April 16, 2025

Amid the pledge of rising deportations from the United States, less policy focus has been given to a longer-term issue: the reception and reintegration of returnees to Mexico and northern Central America. This is particularly consequential given the changing nature of U.S. immigration enforcement: Rather than being quickly returned from the U.S. border, returnees increasingly will be likely to have many years of U.S. residence and deep ties to the United States.

As a new short read by María Jesús Mora and Ariel G. Ruiz Soto explains, while Mexico, El Salvador, Guatemala, and Honduras have existing reception and reintegration programs, and in some cases are expanding them or launching new ones, these initiatives have been largely ineffective in improving returnees’ long-term conditions—which often were the reason why people migrated in the first place.

Successful reintegration outcomes for returnees, which could translate into a reduction in repeat irregular migration, will depend on well-resourced reintegration infrastructure in these four countries, which received 319,000 returnees in 2024 alone. This also will require a fundamental rethinking of shared responsibility with the United States.

“The likelihood of a significant increase in deportations from the United States offers an opportunity to rethink reintegration programming responsibility and how to achieve better outcomes—integration and migration management ones alike,” write Mora and Ruiz Soto “Continuing to think that once returnees arrive in receiving countries they are out of sight and out of mind is short-sighted and unsustainable.”

Already under-resourced reception and reintegration programs in the region could face new challenges amid sweeping cuts to U.S. foreign assistance and anticipated increases in returnees. And the changing profile of returnees could require different reintegration programming.

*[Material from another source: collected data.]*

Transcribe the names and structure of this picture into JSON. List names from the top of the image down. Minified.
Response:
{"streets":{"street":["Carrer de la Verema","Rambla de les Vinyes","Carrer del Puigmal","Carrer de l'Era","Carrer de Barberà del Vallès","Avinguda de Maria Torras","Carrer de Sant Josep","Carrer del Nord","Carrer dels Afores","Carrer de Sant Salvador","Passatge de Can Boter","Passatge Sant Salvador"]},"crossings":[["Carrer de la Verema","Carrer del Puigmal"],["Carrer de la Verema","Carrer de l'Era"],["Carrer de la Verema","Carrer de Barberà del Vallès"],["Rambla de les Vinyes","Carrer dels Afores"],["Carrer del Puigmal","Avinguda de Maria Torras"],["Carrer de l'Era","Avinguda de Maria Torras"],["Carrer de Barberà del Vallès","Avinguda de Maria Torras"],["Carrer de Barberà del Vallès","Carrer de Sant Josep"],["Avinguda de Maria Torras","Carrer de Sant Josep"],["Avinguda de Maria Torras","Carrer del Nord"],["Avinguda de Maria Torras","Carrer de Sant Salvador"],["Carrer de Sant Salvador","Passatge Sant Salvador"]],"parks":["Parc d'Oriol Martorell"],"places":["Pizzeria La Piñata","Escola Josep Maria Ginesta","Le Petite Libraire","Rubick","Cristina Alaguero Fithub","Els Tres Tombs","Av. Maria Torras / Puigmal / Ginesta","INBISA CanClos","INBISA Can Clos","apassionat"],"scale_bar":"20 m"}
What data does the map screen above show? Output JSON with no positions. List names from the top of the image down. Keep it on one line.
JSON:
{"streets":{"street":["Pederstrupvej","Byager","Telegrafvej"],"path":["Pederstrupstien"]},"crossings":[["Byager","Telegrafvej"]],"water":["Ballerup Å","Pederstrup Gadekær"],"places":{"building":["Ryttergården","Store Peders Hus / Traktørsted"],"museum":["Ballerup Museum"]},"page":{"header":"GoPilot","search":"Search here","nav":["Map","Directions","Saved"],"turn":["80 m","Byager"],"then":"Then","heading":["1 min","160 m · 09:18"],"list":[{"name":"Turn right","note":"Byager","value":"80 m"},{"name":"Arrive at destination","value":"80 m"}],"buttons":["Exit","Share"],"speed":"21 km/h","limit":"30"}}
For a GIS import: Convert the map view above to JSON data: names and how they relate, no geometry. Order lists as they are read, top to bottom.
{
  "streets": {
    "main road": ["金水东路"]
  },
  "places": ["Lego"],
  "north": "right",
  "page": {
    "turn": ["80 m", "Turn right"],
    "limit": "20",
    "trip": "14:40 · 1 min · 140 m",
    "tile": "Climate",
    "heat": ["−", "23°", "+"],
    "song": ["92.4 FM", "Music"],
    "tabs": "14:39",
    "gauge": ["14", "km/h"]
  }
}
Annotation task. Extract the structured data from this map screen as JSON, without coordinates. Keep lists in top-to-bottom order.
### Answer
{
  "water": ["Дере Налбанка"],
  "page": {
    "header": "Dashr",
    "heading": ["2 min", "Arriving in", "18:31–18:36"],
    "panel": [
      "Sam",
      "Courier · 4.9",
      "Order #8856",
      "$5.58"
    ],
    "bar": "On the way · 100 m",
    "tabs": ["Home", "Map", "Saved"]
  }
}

These four countries will need to carefully consider their capacities and these converging challenges when negotiating future repatriation agreements. “Their discussions with the U.S. government should go beyond their willingness to receive returnees and also cover augmenting their capacity to reintegrate migrants into their societies. Doing so would be beneficial for returnees’ long-term well-being and for all parties at the negotiating table,” the authors note.

Find the short read here: www.migrationpolicy.org/news/reintegration-forgotten-side-deportation.

And for more from MPI’s Latin America and Caribbean Initiative, visit: www.migrationpolicy.org/programs/latin-america-caribbean-initiative.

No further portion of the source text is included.